» **What the task requires**
Search each line below for the word "above" and list those that contain it.

(Saved entries)

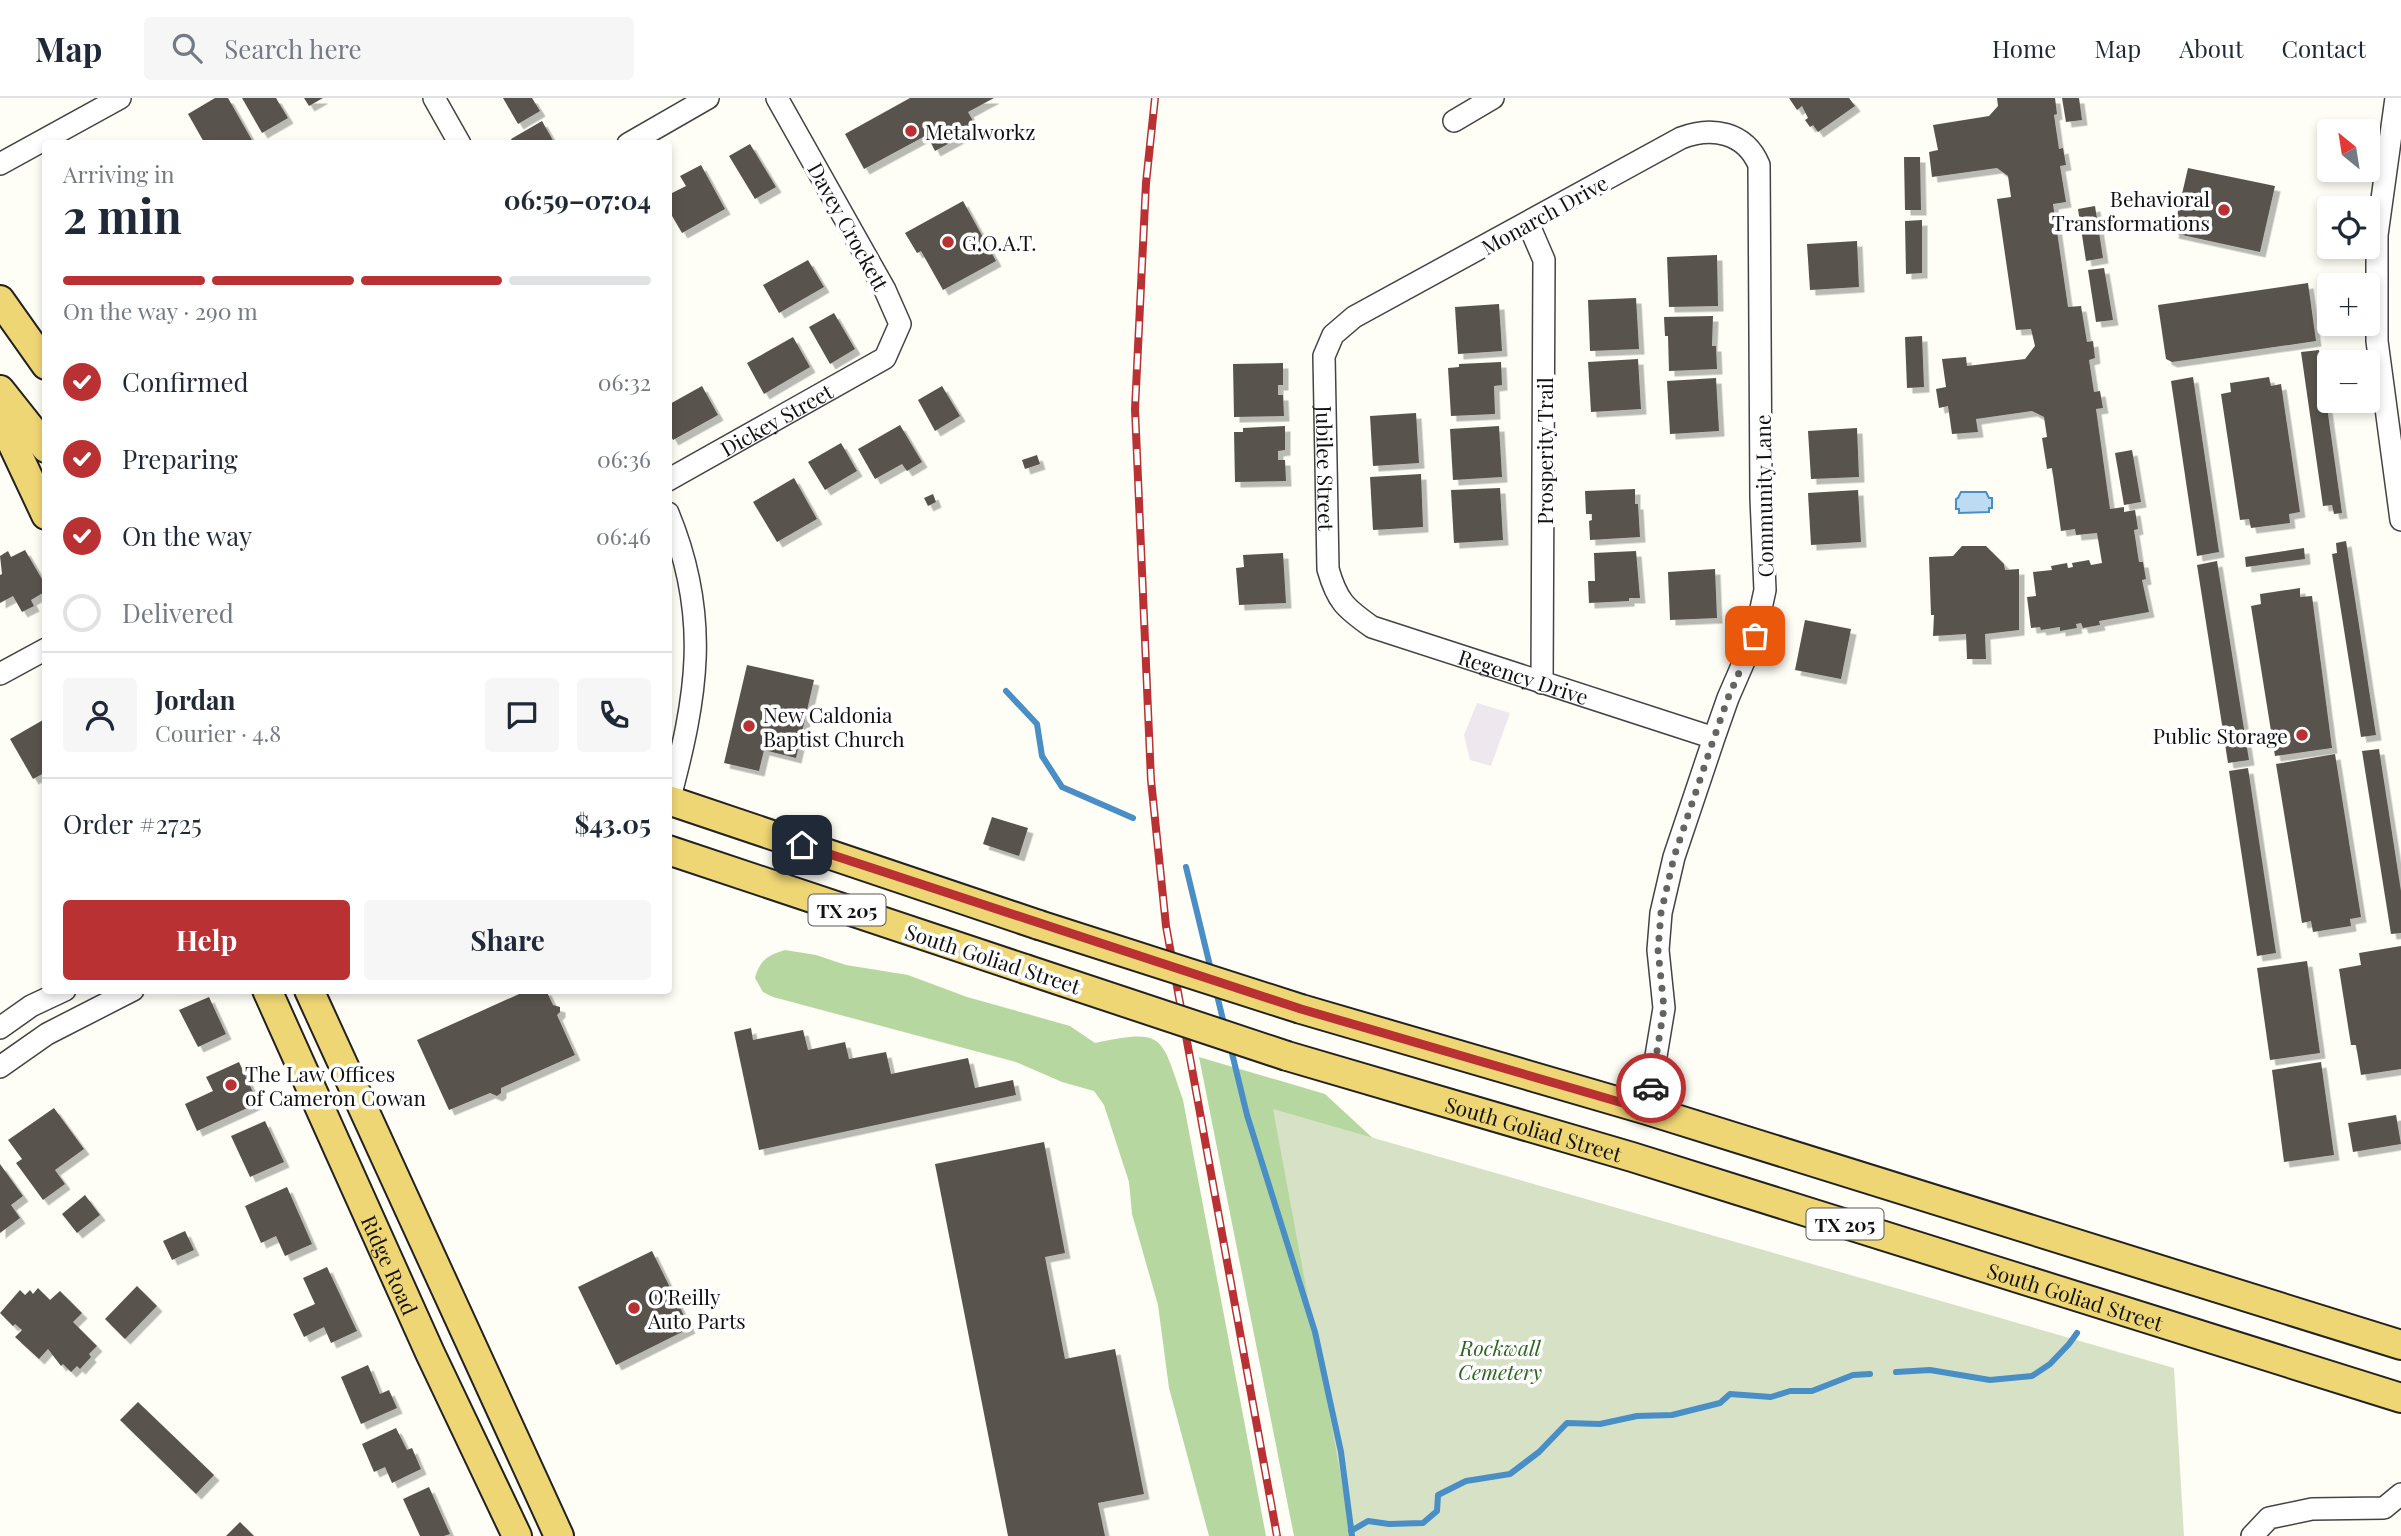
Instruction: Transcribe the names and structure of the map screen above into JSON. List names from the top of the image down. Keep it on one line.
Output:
{"streets":{"main road":["TX 205","South Goliad Street","Ridge Road"],"street":["Monarch Drive","Davey Crockett","Dickey Street","Prosperity Trail","Jubilee Street","Community Lane","Regency Drive"]},"crossings":[["Monarch Drive","Prosperity Trail"],["Monarch Drive","Jubilee Street"],["Monarch Drive","Community Lane"],["Davey Crockett","Dickey Street"],["Prosperity Trail","Regency Drive"],["Jubilee Street","Regency Drive"],["Community Lane","Regency Drive"],["Community Lane","TX 205"]],"parks":["Rockwall Cemetery"],"places":["Metalworkz","Behavioral Transformations","G.O.A.T.","New Caldonia Baptist Church","Public Storage","The Law Offices of Cameron Cowan","O'Reilly Auto Parts"],"north":"top left","page":{"header":"Map","search":"Search here","nav":["Home","Map","About","Contact"],"map_buttons":["+","−"],"heading":["2 min","Arriving in","06:59–07:04"],"panel":["Jordan","Courier · 4.8","Order #2725","$43.05"],"bar":"On the way · 290 m","list":[["Confirmed","06:32"],["Preparing","06:36"],["On the way","06:46"],"Delivered"],"buttons":["Help","Share"]}}
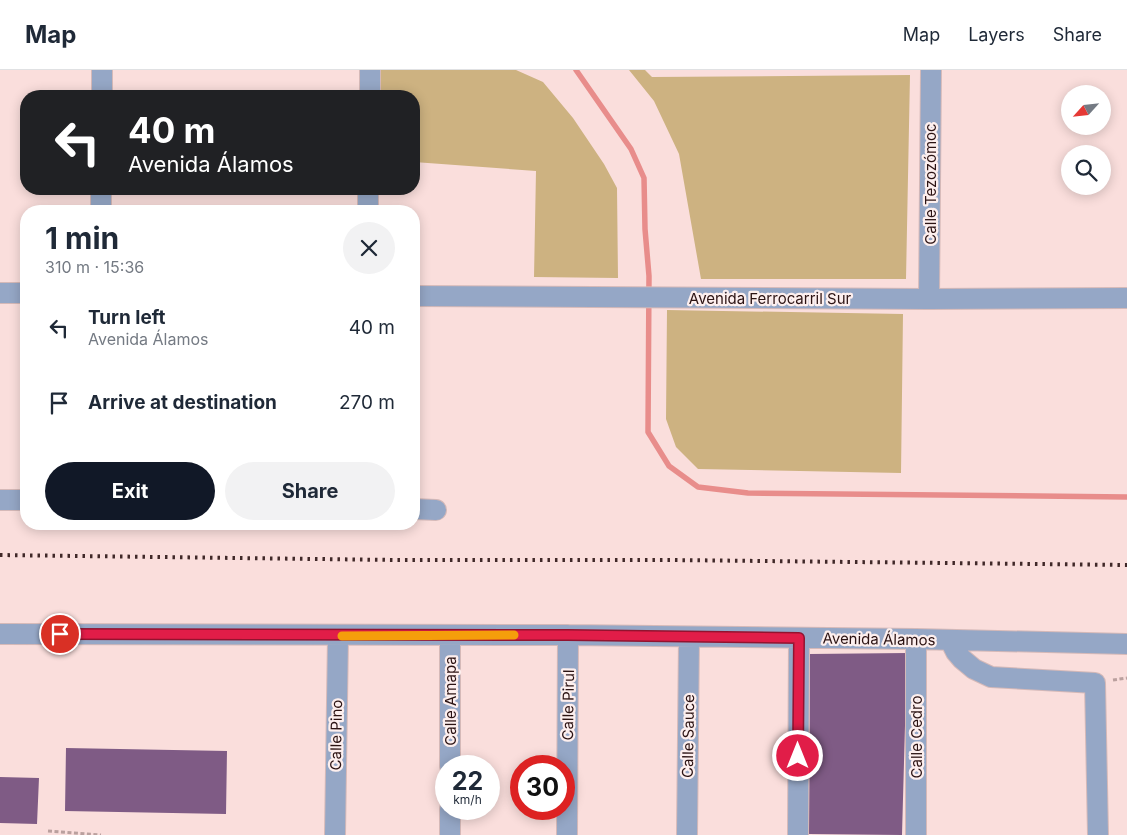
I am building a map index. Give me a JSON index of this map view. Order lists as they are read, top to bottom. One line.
{"streets":{"street":["Calle Tezozómoc","Avenida Ferrocarril Sur","Avenida Álamos","Calle Amapa","Calle Pirul","Calle Pino","Calle Sauce","Calle Cedro"]},"crossings":[["Calle Tezozómoc","Avenida Ferrocarril Sur"],["Avenida Álamos","Calle Amapa"],["Avenida Álamos","Calle Pirul"],["Avenida Álamos","Calle Pino"],["Avenida Álamos","Calle Sauce"],["Avenida Álamos","Calle Cedro"]],"north":"bottom left","page":{"header":"Map","nav":["Map","Layers","Share"],"turn":["40 m","Avenida Álamos"],"heading":["1 min","310 m · 15:36"],"list":[{"name":"Turn left","note":"Avenida Álamos","value":"40 m"},{"name":"Arrive at destination","value":"270 m"}],"buttons":["Exit","Share"],"speed":"22 km/h","limit":"30"}}
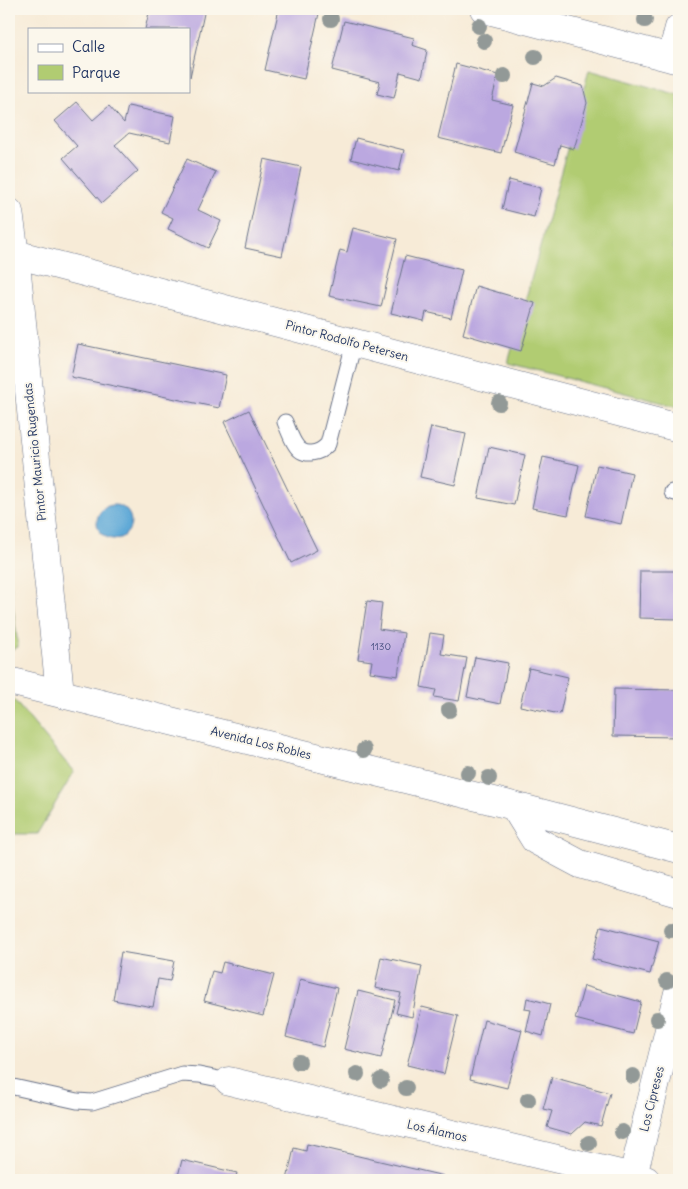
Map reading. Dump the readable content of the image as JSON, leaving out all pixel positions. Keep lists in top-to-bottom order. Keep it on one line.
{"streets":{"street":["Pintor Rodolfo Petersen","Pintor Mauricio Rugendas","Avenida Los Robles","Los Cipreses","Los Álamos"]},"crossings":[["Pintor Rodolfo Petersen","Pintor Mauricio Rugendas"],["Pintor Mauricio Rugendas","Avenida Los Robles"],["Los Cipreses","Los Álamos"]],"house_numbers":["1130"],"legend":["Calle","Parque"]}
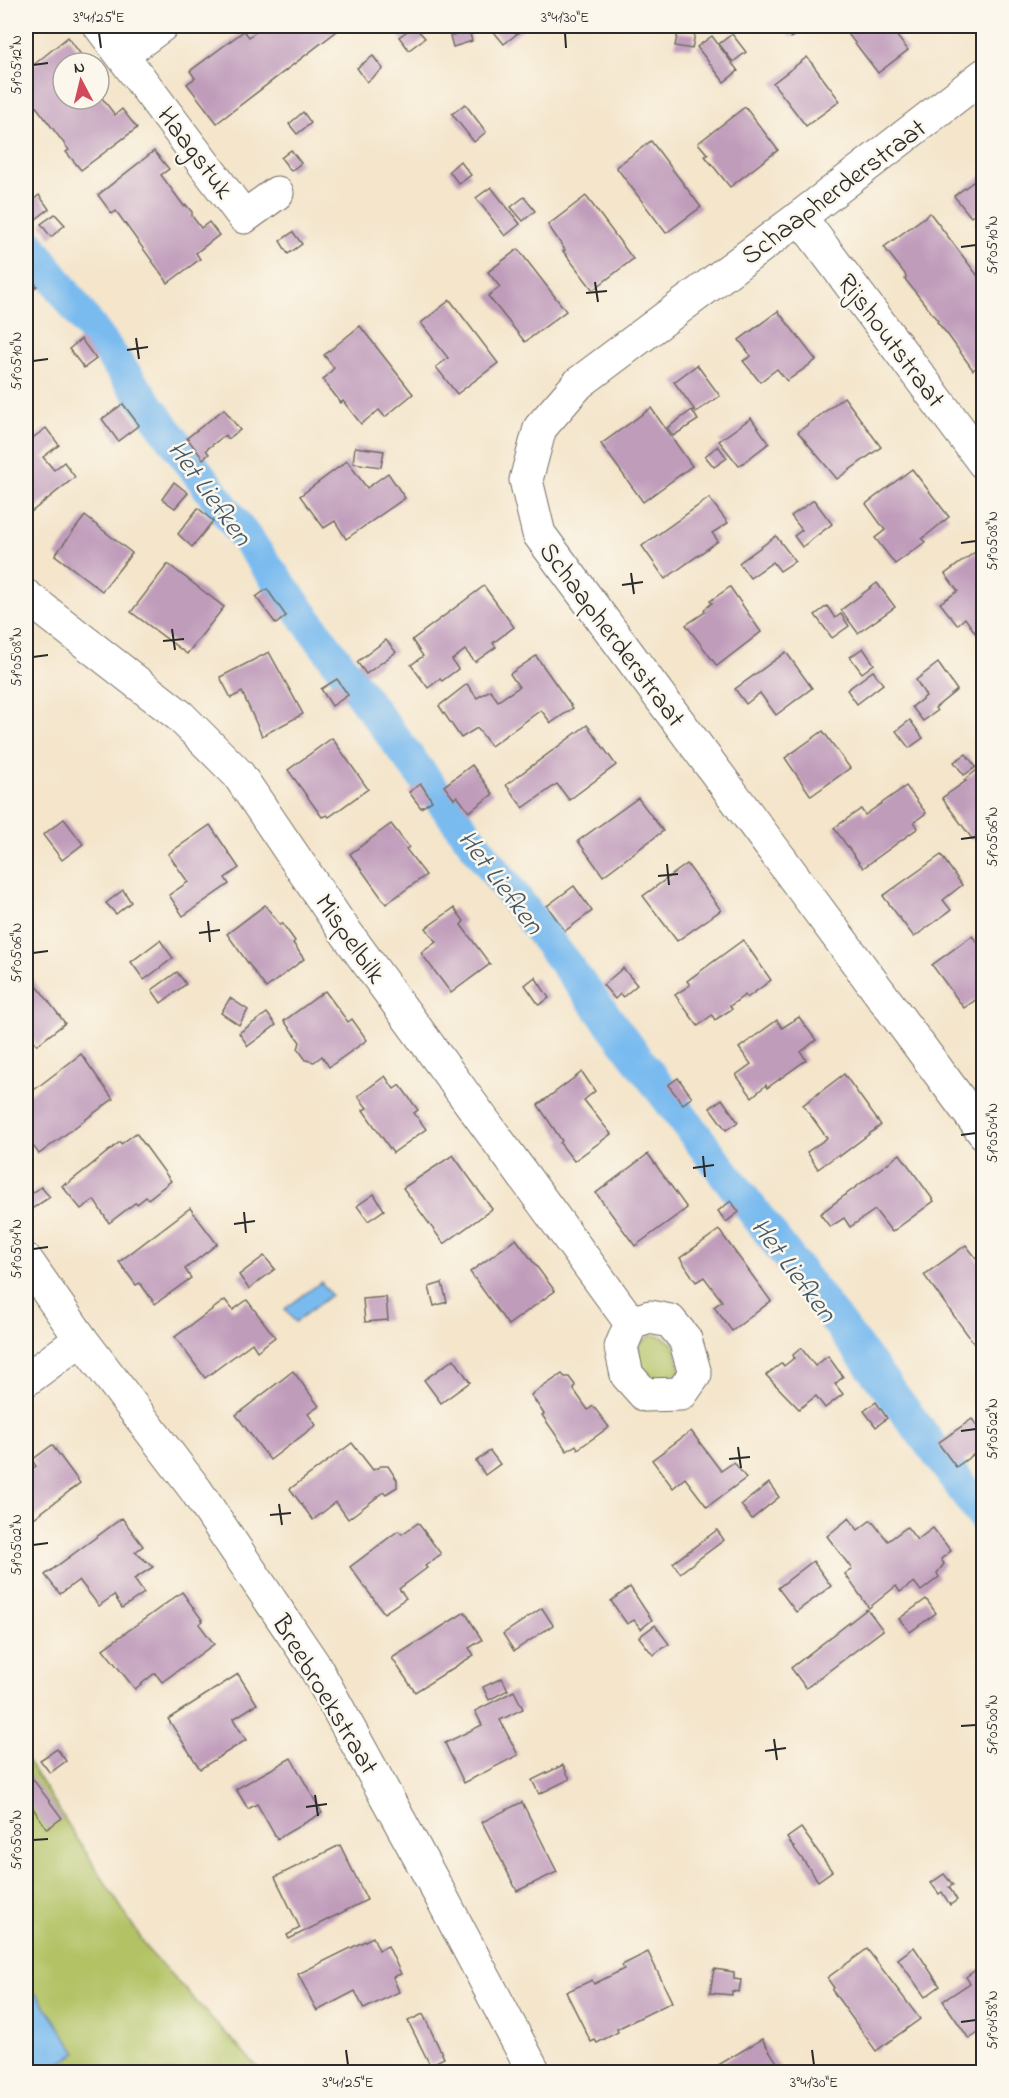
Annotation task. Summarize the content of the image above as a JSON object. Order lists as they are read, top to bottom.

» **Answer space**
Instruction: Transcribe the names and structure of the map screen above into JSON. List names from the top of the image down. Keep it on one line.
Annotation task. Summarize the content of the image above as a JSON object. Order lists as they are read, top to bottom.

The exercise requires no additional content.